Am 26.02.2018 um 19:45 schrieb Gregory Farnum: > On Mon, Feb 26, 2018 at 10:35 AM Oliver Freyermuth > <[email protected] <mailto:[email protected]>> wrote: > > Am 26.02.2018 um 19:24 schrieb Gregory Farnum: > > I don’t actually know this option, but based on your results it’s clear > that “fast read” is telling the OSD it should issue reads to all k+m OSDs > storing data and then reconstruct the data from the first k to respond. > Without the fast read it simply asks the regular k data nodes to read it back > straight and sends the reply back.
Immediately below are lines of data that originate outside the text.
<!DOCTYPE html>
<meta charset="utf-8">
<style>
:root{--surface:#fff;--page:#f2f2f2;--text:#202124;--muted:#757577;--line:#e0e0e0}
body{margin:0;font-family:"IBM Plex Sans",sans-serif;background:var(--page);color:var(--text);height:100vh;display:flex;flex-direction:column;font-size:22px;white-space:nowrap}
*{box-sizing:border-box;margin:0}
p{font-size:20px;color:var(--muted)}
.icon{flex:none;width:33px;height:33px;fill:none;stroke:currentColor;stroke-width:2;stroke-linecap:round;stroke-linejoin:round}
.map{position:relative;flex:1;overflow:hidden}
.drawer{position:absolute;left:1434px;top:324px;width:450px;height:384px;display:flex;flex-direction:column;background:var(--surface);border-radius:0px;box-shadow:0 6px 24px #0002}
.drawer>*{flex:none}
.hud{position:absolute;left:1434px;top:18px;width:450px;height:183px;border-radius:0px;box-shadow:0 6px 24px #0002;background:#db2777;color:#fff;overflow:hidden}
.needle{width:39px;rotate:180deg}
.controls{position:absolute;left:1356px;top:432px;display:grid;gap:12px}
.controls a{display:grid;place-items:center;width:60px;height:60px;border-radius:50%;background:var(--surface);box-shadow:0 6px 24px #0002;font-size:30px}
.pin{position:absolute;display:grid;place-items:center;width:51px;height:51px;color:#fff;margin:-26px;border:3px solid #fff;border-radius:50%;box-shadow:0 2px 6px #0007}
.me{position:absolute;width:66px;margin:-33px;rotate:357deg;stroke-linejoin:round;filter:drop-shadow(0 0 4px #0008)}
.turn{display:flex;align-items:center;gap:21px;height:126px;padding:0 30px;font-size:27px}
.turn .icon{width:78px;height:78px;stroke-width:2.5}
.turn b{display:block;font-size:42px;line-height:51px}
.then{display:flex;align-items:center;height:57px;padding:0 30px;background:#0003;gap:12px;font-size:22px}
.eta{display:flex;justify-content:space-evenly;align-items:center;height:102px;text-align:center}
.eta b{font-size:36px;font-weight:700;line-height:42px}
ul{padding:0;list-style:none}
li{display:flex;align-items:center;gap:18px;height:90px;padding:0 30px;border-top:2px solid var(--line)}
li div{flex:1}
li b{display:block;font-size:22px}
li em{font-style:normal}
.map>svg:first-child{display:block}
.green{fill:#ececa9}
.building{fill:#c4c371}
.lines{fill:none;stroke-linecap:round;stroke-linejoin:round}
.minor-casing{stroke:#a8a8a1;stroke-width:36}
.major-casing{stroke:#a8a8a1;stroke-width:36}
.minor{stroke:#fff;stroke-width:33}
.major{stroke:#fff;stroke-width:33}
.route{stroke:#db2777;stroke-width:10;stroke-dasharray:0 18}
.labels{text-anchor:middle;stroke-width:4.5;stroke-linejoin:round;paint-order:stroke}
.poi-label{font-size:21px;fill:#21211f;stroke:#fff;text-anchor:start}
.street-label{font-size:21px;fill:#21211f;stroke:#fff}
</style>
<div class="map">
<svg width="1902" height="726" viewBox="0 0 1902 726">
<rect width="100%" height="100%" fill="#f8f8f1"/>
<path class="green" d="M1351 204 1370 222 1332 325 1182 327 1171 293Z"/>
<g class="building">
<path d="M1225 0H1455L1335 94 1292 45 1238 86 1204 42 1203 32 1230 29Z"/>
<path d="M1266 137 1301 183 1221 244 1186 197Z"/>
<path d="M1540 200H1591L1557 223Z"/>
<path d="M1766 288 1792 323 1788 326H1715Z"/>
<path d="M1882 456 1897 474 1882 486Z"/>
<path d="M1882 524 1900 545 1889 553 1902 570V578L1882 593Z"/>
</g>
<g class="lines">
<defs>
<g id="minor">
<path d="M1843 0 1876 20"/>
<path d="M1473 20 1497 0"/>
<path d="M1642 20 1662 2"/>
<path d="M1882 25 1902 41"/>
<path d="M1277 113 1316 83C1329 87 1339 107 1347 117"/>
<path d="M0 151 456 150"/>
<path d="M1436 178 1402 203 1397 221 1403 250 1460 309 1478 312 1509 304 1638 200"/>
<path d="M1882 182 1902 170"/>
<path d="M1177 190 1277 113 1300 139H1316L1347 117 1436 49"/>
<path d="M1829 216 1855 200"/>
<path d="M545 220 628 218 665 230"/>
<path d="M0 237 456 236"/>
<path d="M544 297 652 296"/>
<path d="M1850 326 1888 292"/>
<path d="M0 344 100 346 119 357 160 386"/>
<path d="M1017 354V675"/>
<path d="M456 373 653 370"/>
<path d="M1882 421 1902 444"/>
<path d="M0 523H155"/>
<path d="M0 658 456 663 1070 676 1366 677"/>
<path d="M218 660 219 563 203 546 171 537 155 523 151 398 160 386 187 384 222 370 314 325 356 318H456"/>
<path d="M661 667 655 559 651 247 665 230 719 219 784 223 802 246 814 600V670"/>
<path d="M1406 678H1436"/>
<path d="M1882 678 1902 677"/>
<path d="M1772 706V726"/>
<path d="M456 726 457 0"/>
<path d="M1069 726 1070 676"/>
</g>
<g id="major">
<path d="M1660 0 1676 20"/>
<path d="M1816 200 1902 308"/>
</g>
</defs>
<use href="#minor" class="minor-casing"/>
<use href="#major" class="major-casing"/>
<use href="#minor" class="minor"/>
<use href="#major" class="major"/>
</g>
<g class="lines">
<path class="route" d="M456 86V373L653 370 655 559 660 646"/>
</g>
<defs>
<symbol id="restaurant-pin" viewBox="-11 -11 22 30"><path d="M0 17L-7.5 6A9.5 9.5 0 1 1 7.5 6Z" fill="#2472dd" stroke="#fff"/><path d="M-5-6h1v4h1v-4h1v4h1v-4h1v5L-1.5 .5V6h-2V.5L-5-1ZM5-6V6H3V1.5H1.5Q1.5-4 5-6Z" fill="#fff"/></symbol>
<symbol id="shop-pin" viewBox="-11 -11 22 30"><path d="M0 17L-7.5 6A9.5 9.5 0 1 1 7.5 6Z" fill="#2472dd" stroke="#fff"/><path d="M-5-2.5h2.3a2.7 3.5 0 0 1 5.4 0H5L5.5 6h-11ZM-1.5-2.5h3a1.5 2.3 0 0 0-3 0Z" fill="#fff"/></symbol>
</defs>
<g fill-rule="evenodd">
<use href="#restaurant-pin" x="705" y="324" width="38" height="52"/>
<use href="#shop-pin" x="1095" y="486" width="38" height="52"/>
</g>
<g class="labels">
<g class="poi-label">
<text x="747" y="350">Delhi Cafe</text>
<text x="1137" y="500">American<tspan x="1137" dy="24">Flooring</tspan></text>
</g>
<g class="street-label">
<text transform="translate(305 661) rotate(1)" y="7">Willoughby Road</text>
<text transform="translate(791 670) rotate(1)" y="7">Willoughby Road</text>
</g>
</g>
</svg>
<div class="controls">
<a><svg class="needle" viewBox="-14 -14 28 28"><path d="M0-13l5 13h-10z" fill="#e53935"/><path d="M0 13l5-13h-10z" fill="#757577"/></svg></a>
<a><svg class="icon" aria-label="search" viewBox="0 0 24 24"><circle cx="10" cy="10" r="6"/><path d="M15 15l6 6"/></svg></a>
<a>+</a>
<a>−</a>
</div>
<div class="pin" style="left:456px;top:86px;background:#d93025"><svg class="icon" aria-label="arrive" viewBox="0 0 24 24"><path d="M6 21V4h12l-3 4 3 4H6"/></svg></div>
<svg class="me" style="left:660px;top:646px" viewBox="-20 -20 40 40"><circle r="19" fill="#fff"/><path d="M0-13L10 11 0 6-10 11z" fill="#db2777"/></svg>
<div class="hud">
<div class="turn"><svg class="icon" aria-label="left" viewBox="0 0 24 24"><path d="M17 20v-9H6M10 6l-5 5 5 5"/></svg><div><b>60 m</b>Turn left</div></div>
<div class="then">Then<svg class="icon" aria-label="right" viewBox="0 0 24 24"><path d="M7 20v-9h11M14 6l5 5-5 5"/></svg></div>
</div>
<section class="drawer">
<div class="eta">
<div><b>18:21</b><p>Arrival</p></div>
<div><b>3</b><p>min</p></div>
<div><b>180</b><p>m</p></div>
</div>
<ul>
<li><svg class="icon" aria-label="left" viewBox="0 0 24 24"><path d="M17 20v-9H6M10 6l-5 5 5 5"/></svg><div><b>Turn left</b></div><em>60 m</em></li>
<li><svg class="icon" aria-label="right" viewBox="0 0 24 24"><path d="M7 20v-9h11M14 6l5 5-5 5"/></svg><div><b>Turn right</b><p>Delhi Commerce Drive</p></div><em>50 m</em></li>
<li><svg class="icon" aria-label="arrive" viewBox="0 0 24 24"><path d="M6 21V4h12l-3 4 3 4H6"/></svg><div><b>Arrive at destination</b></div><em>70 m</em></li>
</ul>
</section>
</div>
This is a straight trade off of more > bandwidth for lower long-tail latencies. > > -Greg > > Many thanks, this certainly explains it! > Apparently I misunderstood how "normal" read works - I thought that in > any case, all shards would be requested, and the primary OSD would check EC > is still fine. > > > Nope, EC PGs can self-validate (they checksum everything) and so extra shards > are requested only if one of the OSDs has an error. > > > However, with the explanation that indeed only the actual "k" shards are > read in the "normal" case, it's fully clear to me that "fast_read" will be > slower for us, > since we are limited by network bandwidth. > > On a side-note, activating fast_read also appears to increase CPU load a > bit, which is then probably due to the EC calculations that need to be > performed if the "wrong" > shards arrived at the primary OSD first. > > I believe this also explains why an EC pool actually does remapping in a > k=4 m=2 pool with failure domain host if one of 6 hosts goes down: > Namely, to have the "k" shards available on the "up" OSDs. This answers > an earlier question of mine. > > > I don't quite understand what you're asking/saying here, but if an OSD gets > marked out all the PGs that used to rely on it will get another OSD unless > you've instructed the cluster not to do so. The specifics of any given > erasure code have nothing to do with it. :) > -Greg
Ah, sorry, let me clarify.
The EC pool I am considering is k=4 m=2 with failure domain host, on 6 hosts.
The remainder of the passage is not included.